LE JEU DES LANGUES DANS LES FAMILLES BILINGUES D'ORIGINE ÉTRANGÈRE

CHRISTINE DEPREZ
Université René Descartes-Sorbonne (France)


Les bilinguismes urbains d'origine migratoire sont actuellement très étudiés. Les pratiques familiales sont soigneusement observées, car c'est bien dans la transmission de la langue maternelle des parents que se constitue le bilinguisme des enfants. Mais les observations menées "in vivo" questionnent souvent les modèles théoriques qui nous sont familiers (diglossie, domaines).

Les bilinguismes urbains en Europe du Nord se caractérisent par une grande diversité de langues (persan, penjabi, chinois, turc, croate) et de situations (émigrés, réfugiés, étudiants, couples mixtes, etc.). Etudiée cas par cas, chaque famille ne s'insère que partiellement dans nos systèmes de catégorisations et bouscule souvent nos idées reçues. Notre enjeu sera donc ici, à partir des enquêtes menées à Paris, de tenir un discours qui ait une certaine portée générale mais qui n'écrase plus les spécificités de chacun.

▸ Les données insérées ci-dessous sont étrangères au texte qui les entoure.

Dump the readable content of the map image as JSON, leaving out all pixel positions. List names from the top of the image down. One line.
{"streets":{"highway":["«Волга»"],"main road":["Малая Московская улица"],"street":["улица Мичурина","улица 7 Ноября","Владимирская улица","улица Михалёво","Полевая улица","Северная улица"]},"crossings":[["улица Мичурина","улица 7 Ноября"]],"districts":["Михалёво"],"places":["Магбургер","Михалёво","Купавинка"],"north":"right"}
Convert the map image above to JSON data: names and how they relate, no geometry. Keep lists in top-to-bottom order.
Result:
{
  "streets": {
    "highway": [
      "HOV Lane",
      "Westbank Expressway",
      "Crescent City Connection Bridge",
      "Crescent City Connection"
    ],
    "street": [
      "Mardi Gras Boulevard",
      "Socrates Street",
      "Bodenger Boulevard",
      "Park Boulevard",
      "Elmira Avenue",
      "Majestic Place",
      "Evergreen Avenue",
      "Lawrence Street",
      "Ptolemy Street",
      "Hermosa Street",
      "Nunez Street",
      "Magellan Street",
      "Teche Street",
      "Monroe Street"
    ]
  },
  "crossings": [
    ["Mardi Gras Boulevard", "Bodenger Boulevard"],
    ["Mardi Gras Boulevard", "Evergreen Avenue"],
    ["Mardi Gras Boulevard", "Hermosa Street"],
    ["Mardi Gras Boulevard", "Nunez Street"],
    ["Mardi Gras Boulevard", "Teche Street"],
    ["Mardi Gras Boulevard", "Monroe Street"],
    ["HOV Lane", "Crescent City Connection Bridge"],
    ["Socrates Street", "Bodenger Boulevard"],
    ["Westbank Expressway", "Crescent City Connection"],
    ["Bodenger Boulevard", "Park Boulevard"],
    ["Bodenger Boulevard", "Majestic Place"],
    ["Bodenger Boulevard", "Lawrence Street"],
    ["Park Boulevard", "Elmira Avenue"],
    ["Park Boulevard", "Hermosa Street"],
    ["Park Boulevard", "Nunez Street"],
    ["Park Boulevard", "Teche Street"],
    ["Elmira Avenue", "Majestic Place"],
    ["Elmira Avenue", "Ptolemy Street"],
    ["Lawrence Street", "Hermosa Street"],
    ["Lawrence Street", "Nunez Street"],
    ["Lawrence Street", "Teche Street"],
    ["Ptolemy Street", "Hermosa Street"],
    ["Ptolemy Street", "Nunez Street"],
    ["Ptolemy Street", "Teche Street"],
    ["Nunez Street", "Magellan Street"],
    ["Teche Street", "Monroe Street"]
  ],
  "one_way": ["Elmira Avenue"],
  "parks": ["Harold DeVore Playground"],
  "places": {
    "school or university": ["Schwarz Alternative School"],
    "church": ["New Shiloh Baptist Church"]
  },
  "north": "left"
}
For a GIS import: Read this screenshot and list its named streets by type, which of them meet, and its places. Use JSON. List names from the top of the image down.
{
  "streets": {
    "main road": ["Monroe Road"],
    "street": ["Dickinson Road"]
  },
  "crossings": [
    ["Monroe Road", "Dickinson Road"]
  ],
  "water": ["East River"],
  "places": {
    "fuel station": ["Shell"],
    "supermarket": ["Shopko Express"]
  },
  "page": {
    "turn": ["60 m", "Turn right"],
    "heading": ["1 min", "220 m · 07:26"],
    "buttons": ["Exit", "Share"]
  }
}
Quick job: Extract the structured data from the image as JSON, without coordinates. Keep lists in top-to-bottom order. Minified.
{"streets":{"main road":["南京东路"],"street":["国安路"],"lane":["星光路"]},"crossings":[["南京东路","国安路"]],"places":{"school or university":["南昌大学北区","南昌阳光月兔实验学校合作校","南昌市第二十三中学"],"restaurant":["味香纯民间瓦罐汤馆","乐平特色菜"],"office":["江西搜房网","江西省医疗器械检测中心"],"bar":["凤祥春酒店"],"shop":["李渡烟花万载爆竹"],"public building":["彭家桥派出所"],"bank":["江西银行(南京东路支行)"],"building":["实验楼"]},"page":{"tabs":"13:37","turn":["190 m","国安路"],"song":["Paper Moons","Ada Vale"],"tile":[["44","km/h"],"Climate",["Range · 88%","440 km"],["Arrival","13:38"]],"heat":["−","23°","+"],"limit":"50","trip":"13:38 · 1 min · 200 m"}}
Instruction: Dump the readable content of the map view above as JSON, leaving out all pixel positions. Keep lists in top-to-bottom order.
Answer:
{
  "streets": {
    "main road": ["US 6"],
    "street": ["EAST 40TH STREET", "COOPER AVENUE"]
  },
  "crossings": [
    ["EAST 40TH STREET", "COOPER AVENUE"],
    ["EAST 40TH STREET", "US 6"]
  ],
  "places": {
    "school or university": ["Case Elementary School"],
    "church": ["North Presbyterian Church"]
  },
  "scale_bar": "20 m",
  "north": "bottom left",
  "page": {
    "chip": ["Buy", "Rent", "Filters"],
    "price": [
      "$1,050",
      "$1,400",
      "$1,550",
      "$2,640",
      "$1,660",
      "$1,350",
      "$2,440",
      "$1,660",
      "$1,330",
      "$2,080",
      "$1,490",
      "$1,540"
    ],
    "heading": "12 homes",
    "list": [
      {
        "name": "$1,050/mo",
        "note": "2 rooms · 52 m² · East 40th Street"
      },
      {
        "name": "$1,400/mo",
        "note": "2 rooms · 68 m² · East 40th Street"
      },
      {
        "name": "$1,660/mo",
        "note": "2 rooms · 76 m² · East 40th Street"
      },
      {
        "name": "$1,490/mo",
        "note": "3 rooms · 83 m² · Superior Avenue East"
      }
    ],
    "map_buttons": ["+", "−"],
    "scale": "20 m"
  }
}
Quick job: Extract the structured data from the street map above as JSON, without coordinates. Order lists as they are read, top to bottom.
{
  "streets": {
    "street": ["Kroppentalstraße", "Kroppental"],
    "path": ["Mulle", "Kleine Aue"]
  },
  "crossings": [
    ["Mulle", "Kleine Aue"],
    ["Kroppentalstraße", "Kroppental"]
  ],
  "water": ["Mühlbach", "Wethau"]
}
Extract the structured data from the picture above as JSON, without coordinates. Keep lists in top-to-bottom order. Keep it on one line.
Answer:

Le parler familial est un parler bilingue
- Dans la plupart des familles (75 %), la langue maternelle des parents est parlée, non plus seule, mais conjointement avec le français. Pourtant les 2/3 des enfants déclarent parler bien ou assez bien la langue de leurs parents.
- La famille est le lieu d'une "double médiation". Les parents transmettent leur langue, mais à leur tour les enfants apportent le français à la maison et parfois l'apprennent à leur mère: la famille est alors le lieu non plus seulement de la transmission de la langue des parents mais celui d'un véritable échange de langues entre générations.
- La stricte répartition "une langue/une personne" ne fonctionne pas plus, au quotidien, que la répartition par domaine ou par thèmes. Des modalités d'affectation préférentielle (de l'ordre du "plutôt") sont à envisager.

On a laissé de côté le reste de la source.